* [Exercise instructions]: All records must be restated word for word.

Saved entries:
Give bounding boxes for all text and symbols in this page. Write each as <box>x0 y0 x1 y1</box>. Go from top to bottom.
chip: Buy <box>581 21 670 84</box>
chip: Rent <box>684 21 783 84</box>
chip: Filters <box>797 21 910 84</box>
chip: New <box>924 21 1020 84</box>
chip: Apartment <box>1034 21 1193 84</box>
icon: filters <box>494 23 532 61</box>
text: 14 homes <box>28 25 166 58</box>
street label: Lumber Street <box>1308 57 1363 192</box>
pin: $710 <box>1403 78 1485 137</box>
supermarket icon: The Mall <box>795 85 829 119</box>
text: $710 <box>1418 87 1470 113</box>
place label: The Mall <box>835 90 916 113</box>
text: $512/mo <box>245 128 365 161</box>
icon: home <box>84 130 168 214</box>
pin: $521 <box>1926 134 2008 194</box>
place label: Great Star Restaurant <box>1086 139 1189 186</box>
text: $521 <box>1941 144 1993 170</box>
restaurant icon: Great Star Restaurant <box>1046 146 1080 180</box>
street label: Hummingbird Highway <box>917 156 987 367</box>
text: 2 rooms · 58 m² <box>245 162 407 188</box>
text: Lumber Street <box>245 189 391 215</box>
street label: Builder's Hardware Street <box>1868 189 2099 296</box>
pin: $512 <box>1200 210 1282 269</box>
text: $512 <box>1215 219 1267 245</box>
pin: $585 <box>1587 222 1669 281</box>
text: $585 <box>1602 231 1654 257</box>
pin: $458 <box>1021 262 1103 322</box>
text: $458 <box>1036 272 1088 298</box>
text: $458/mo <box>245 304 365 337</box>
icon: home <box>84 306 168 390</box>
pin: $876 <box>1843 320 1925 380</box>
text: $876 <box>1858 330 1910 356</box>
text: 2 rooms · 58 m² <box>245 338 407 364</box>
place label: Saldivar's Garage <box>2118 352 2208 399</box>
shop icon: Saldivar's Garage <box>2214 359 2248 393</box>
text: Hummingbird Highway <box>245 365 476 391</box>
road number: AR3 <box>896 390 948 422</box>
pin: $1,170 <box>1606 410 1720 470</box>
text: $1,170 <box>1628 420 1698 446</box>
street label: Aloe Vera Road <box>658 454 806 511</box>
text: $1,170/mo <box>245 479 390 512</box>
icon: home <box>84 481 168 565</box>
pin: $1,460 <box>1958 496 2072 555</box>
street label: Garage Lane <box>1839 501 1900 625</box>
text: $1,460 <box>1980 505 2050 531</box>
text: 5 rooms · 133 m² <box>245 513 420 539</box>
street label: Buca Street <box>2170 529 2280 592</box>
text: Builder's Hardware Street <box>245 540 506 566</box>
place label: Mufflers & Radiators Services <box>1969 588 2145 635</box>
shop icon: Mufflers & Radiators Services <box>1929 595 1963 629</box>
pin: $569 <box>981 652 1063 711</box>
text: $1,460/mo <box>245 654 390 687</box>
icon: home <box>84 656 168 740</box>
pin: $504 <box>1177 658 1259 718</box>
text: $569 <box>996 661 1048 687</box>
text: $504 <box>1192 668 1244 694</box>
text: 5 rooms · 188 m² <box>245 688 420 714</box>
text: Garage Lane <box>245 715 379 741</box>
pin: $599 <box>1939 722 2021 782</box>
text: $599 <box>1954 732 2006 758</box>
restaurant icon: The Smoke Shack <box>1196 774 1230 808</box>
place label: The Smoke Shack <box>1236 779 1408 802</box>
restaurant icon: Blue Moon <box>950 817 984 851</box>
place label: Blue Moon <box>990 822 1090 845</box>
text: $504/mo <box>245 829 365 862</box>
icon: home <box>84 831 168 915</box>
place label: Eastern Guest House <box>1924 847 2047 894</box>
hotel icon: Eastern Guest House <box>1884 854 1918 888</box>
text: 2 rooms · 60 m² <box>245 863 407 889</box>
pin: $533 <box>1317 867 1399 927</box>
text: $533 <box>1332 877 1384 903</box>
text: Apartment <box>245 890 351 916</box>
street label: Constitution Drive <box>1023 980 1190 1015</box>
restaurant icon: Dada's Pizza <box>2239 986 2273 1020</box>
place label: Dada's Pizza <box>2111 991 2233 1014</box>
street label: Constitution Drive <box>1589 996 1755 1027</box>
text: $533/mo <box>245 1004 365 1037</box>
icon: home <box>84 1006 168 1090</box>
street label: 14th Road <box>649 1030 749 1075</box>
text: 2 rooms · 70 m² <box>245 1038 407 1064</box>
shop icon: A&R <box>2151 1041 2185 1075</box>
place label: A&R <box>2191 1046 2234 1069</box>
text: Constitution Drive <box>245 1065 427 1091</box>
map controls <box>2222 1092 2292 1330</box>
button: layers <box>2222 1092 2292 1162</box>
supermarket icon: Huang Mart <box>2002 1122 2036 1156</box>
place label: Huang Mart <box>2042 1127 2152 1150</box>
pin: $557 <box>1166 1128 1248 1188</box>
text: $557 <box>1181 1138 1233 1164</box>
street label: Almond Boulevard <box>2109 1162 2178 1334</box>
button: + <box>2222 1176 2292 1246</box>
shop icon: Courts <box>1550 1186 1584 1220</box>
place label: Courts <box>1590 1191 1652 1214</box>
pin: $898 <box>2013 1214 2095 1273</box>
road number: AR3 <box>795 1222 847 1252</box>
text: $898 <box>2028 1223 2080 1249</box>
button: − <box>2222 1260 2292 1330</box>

* [Output of the exercise]:
Give bounding boxes for all text and symbols in this page. Write each as <box>x0 y0 x1 y1</box>. Go from top to bottom.
chip: Buy <box>581 21 670 84</box>
chip: Rent <box>684 21 783 84</box>
chip: Filters <box>797 21 910 84</box>
chip: New <box>924 21 1020 84</box>
chip: Apartment <box>1034 21 1193 84</box>
icon: filters <box>494 23 532 61</box>
text: 14 homes <box>28 25 166 58</box>
street label: Lumber Street <box>1308 57 1363 192</box>
pin: $710 <box>1403 78 1485 137</box>
supermarket icon: The Mall <box>795 85 829 119</box>
text: $710 <box>1418 87 1470 113</box>
place label: The Mall <box>835 90 916 113</box>
text: $512/mo <box>245 128 365 161</box>
icon: home <box>84 130 168 214</box>
pin: $521 <box>1926 134 2008 194</box>
place label: Great Star Restaurant <box>1086 139 1189 186</box>
text: $521 <box>1941 144 1993 170</box>
restaurant icon: Great Star Restaurant <box>1046 146 1080 180</box>
street label: Hummingbird Highway <box>917 156 987 367</box>
text: 2 rooms · 58 m² <box>245 162 407 188</box>
text: Lumber Street <box>245 189 391 215</box>
street label: Builder's Hardware Street <box>1868 189 2099 296</box>
pin: $512 <box>1200 210 1282 269</box>
text: $512 <box>1215 219 1267 245</box>
pin: $585 <box>1587 222 1669 281</box>
text: $585 <box>1602 231 1654 257</box>
pin: $458 <box>1021 262 1103 322</box>
text: $458 <box>1036 272 1088 298</box>
text: $458/mo <box>245 304 365 337</box>
icon: home <box>84 306 168 390</box>
pin: $876 <box>1843 320 1925 380</box>
text: $876 <box>1858 330 1910 356</box>
text: 2 rooms · 58 m² <box>245 338 407 364</box>
place label: Saldivar's Garage <box>2118 352 2208 399</box>
shop icon: Saldivar's Garage <box>2214 359 2248 393</box>
text: Hummingbird Highway <box>245 365 476 391</box>
road number: AR3 <box>896 390 948 422</box>
pin: $1,170 <box>1606 410 1720 470</box>
text: $1,170 <box>1628 420 1698 446</box>
street label: Aloe Vera Road <box>658 454 806 511</box>
text: $1,170/mo <box>245 479 390 512</box>
icon: home <box>84 481 168 565</box>
pin: $1,460 <box>1958 496 2072 555</box>
street label: Garage Lane <box>1839 501 1900 625</box>
text: $1,460 <box>1980 505 2050 531</box>
text: 5 rooms · 133 m² <box>245 513 420 539</box>
street label: Buca Street <box>2170 529 2280 592</box>
text: Builder's Hardware Street <box>245 540 506 566</box>
place label: Mufflers & Radiators Services <box>1969 588 2145 635</box>
shop icon: Mufflers & Radiators Services <box>1929 595 1963 629</box>
pin: $569 <box>981 652 1063 711</box>
text: $1,460/mo <box>245 654 390 687</box>
icon: home <box>84 656 168 740</box>
pin: $504 <box>1177 658 1259 718</box>
text: $569 <box>996 661 1048 687</box>
text: $504 <box>1192 668 1244 694</box>
text: 5 rooms · 188 m² <box>245 688 420 714</box>
text: Garage Lane <box>245 715 379 741</box>
pin: $599 <box>1939 722 2021 782</box>
text: $599 <box>1954 732 2006 758</box>
restaurant icon: The Smoke Shack <box>1196 774 1230 808</box>
place label: The Smoke Shack <box>1236 779 1408 802</box>
restaurant icon: Blue Moon <box>950 817 984 851</box>
place label: Blue Moon <box>990 822 1090 845</box>
text: $504/mo <box>245 829 365 862</box>
icon: home <box>84 831 168 915</box>
place label: Eastern Guest House <box>1924 847 2047 894</box>
hotel icon: Eastern Guest House <box>1884 854 1918 888</box>
text: 2 rooms · 60 m² <box>245 863 407 889</box>
pin: $533 <box>1317 867 1399 927</box>
text: $533 <box>1332 877 1384 903</box>
text: Apartment <box>245 890 351 916</box>
street label: Constitution Drive <box>1023 980 1190 1015</box>
restaurant icon: Dada's Pizza <box>2239 986 2273 1020</box>
place label: Dada's Pizza <box>2111 991 2233 1014</box>
street label: Constitution Drive <box>1589 996 1755 1027</box>
text: $533/mo <box>245 1004 365 1037</box>
icon: home <box>84 1006 168 1090</box>
street label: 14th Road <box>649 1030 749 1075</box>
text: 2 rooms · 70 m² <box>245 1038 407 1064</box>
shop icon: A&R <box>2151 1041 2185 1075</box>
place label: A&R <box>2191 1046 2234 1069</box>
text: Constitution Drive <box>245 1065 427 1091</box>
map controls <box>2222 1092 2292 1330</box>
button: layers <box>2222 1092 2292 1162</box>
supermarket icon: Huang Mart <box>2002 1122 2036 1156</box>
place label: Huang Mart <box>2042 1127 2152 1150</box>
pin: $557 <box>1166 1128 1248 1188</box>
text: $557 <box>1181 1138 1233 1164</box>
street label: Almond Boulevard <box>2109 1162 2178 1334</box>
button: + <box>2222 1176 2292 1246</box>
shop icon: Courts <box>1550 1186 1584 1220</box>
place label: Courts <box>1590 1191 1652 1214</box>
pin: $898 <box>2013 1214 2095 1273</box>
road number: AR3 <box>795 1222 847 1252</box>
text: $898 <box>2028 1223 2080 1249</box>
button: − <box>2222 1260 2292 1330</box>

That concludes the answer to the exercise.